On January 14, 2013, Jeronimo Groovy S.A. which owns the regional Sunny Channel (now Alert TV), had signed a contract with SBC TV S.A. for the commercial management and exploitation of the channel, something that is strictly prohibited by law, while Sunny itself fired all its staff, exceeding every limit, with the NCRTV asking for clarification. However, on February 2, SBC started rebroadcasting from Sunny's frequency, replacing it illegally rather than legally.

From March 2013 until July 2014, part of the SBC program was rebroadcast in Thessaloniki and Central Macedonia by the local channel TV Thessaloniki, which has ceased operations.

As of 1 August 2014, SBC is legally mandated to broadcast digitally only via Digea's terrestrial platform from 13 broadcasting centers in Attica and Evia, a year later, Digea then permanently stopped broadcasting SBC forcing Sunny's return whose program was largely degraded by showing old programs and endless hours of telemarketing, which in the spring of 2016 was renamed to today's Alert TV, whose program was also enriched with dozens of news programs supporting far-right politics.

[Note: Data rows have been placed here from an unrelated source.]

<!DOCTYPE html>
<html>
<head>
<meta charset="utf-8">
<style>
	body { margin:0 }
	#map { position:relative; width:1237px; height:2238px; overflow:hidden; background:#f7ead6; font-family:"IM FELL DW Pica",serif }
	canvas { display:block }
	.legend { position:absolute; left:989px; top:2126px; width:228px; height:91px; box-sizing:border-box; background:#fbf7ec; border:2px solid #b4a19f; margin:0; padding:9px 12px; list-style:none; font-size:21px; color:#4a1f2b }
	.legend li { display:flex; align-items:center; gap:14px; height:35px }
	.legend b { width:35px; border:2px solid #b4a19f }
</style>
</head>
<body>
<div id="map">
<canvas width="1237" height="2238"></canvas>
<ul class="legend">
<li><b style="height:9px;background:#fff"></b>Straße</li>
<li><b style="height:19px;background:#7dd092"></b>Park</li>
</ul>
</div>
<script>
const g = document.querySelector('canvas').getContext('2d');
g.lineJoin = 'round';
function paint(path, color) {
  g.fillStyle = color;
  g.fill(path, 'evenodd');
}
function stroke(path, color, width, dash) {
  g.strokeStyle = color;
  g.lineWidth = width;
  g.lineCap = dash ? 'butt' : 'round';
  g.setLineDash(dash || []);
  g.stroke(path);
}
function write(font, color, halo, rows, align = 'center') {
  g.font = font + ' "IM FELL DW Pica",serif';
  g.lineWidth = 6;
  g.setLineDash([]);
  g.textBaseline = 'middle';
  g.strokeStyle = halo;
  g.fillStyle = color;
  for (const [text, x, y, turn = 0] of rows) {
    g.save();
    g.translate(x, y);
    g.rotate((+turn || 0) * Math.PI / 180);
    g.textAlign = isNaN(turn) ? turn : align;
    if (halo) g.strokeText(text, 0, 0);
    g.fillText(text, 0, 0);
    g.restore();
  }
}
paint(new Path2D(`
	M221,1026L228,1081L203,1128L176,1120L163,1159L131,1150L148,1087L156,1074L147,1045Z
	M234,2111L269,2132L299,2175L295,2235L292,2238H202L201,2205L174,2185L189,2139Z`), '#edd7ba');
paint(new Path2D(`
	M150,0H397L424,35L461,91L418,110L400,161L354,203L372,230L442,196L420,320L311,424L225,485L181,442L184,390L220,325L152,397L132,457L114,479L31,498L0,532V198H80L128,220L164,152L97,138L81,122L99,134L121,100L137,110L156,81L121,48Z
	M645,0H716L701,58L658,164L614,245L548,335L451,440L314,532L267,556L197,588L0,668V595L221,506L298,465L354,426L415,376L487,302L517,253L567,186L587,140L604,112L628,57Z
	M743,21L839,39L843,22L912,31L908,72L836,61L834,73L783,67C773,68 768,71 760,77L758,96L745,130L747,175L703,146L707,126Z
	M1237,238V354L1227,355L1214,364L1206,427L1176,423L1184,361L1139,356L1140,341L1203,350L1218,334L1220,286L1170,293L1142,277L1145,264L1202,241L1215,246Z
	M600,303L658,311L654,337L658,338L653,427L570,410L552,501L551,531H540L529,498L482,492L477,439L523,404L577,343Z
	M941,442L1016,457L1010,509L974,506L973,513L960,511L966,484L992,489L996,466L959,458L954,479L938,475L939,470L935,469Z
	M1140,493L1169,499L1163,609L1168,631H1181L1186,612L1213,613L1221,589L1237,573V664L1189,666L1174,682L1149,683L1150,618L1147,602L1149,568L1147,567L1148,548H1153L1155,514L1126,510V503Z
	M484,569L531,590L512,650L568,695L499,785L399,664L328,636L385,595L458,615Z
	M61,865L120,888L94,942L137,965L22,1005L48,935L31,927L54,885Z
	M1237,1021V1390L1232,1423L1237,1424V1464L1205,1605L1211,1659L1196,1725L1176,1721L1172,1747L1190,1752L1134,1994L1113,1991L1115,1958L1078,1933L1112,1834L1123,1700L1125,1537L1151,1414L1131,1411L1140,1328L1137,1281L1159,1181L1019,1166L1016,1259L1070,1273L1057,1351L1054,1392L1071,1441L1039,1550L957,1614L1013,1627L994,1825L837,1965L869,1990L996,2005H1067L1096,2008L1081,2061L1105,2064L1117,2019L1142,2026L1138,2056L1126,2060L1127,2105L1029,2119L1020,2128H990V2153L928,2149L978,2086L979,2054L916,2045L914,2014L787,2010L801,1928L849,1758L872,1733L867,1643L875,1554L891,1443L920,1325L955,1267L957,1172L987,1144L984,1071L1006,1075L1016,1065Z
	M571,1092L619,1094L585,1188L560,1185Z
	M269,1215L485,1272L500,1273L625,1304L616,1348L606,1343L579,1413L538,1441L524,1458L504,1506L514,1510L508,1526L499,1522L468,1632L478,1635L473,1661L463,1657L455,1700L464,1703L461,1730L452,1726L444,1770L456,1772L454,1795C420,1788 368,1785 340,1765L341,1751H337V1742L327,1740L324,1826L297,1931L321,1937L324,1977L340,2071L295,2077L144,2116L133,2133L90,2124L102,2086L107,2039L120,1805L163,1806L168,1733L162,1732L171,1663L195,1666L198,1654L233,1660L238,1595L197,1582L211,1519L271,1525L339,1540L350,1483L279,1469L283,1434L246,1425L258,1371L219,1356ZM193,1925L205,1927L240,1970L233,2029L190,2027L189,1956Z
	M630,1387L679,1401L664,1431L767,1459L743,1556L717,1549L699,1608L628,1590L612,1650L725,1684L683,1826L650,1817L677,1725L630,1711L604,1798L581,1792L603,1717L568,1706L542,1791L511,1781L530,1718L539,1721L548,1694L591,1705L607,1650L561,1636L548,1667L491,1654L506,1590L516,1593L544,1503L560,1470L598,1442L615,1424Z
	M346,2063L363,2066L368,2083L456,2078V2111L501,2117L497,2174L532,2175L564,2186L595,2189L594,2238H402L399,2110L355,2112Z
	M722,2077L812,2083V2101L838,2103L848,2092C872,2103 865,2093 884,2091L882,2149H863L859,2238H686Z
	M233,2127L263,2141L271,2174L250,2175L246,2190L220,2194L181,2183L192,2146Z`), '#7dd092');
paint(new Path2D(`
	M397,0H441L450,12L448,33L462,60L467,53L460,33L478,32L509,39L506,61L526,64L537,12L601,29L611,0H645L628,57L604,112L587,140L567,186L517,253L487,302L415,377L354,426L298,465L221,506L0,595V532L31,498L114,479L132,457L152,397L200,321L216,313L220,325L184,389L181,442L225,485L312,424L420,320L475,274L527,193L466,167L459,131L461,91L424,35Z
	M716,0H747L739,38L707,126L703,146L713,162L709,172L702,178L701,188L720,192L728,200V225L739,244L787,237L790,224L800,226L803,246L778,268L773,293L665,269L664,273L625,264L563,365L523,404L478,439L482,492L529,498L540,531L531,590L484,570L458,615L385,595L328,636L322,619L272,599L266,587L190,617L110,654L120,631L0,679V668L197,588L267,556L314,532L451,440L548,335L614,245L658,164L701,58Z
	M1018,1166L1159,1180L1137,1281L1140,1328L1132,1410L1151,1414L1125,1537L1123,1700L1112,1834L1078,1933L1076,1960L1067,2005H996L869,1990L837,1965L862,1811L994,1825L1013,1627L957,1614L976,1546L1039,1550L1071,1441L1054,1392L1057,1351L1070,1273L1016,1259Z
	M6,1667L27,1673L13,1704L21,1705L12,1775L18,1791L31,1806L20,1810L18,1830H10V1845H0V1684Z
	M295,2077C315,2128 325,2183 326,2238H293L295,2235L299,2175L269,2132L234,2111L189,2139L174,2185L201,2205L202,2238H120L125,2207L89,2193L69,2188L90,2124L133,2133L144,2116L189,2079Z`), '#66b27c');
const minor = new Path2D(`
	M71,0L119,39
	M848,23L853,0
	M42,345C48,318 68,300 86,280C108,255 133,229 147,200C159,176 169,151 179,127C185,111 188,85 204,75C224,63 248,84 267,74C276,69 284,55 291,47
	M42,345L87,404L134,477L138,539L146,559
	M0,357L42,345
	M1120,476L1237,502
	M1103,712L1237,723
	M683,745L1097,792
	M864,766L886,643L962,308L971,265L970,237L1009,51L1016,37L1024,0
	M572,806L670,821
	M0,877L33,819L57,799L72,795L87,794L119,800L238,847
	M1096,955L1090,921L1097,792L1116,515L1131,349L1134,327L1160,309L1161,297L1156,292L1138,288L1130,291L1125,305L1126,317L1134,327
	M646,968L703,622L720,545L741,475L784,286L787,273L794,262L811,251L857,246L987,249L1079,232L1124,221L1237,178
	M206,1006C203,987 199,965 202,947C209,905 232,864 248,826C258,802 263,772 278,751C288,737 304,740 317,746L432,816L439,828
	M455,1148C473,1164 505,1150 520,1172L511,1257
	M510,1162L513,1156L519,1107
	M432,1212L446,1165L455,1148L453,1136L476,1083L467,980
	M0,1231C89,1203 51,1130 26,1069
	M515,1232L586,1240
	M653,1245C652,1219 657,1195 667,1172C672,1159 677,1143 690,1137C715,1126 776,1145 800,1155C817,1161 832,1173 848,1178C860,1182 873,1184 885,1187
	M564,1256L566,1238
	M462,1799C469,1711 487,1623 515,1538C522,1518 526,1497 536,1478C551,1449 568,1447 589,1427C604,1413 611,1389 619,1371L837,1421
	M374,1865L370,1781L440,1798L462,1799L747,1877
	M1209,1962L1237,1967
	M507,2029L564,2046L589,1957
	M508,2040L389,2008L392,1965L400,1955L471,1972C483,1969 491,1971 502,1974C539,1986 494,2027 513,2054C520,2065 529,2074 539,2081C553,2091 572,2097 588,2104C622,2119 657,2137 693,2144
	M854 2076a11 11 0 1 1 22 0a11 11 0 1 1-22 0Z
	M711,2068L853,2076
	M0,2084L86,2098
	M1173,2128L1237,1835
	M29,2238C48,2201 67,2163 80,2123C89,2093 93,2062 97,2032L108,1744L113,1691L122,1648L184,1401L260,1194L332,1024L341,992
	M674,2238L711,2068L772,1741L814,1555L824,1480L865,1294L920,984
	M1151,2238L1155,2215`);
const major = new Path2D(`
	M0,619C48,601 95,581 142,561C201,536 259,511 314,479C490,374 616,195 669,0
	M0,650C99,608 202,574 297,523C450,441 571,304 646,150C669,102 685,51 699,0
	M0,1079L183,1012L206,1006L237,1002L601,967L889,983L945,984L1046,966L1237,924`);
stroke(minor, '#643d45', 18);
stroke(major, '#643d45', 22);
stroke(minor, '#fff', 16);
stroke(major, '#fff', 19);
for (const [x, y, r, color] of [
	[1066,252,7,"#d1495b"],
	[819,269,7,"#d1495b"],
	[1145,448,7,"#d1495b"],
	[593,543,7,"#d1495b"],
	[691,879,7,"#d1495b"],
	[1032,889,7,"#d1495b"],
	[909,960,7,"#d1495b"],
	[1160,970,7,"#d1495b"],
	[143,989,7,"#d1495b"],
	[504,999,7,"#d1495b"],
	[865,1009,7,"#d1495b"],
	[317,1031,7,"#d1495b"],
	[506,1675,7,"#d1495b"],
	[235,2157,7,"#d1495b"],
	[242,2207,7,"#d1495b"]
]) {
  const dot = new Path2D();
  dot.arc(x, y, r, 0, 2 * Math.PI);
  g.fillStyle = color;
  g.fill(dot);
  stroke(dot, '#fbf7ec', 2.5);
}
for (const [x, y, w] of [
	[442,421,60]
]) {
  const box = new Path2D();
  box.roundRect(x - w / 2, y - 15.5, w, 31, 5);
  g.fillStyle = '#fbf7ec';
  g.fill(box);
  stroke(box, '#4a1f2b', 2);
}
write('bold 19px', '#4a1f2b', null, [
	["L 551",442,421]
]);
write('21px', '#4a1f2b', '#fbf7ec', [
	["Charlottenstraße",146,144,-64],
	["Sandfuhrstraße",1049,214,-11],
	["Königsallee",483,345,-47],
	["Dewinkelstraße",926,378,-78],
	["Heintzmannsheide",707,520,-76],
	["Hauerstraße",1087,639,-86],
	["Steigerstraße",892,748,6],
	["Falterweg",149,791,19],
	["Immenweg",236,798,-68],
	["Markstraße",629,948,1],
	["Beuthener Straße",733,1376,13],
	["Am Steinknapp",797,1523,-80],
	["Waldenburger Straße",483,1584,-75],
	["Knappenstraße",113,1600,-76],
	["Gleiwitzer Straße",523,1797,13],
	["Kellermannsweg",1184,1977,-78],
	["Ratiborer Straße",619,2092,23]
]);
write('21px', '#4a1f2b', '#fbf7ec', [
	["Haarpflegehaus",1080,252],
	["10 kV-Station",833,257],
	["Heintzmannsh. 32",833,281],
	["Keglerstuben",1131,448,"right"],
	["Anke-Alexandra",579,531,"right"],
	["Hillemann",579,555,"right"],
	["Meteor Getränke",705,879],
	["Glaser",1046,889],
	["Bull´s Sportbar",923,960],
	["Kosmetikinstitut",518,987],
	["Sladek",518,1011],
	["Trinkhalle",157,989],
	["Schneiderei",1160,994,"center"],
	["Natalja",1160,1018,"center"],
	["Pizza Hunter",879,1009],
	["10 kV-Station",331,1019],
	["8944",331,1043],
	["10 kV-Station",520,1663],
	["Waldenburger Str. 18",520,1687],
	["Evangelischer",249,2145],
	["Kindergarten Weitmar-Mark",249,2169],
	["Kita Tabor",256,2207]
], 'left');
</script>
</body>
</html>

On March 8, 2018, the NCRTV did not recognize SBC's right to legally operate, by ordering Digea to stop its terrestrial transmission, which was done on the evening of June 20. However the station continued to be broadcast online and satellite via Cosmote TV (channel 654) where it was available from 14 December 2012 until 25 November 2018 while earlier from 8 October 2018 to late 2022, SBC was terrestrially rebroadcast from Attica TV as a nasted program which channel returned to the platform from 13 January 2023 airing one channel higher (653).

==Ownership==
In 1991, VCA (Video and Computer Applications) Television and Cinema Enterprises S.A. was established as a continuation of Electronic Applications Ltd. One of the founders is Ilias Kopanitsas, who participated as a shareholder and general director in Tempo TV from the beginning of the financial problems until its closure. In Tempo's place, it broadcasts for a week a pirate channel called Neo, while VCA, before the operation of the SBC, submitted an application for a regional free-to-air license and also for a satellite pay-tv license.

In 2008, the company was renamed as SBC TV Enterprises S.A. having its facilities in Irakleio, Attica which since December 2022 have been removed but remain at the same address and now active as a news website. Kopanitsas, however, donated the station's equipment to the Hellenic Broadcast Culture Center in Chalcis, which also owns part of Tempo TV's equipment.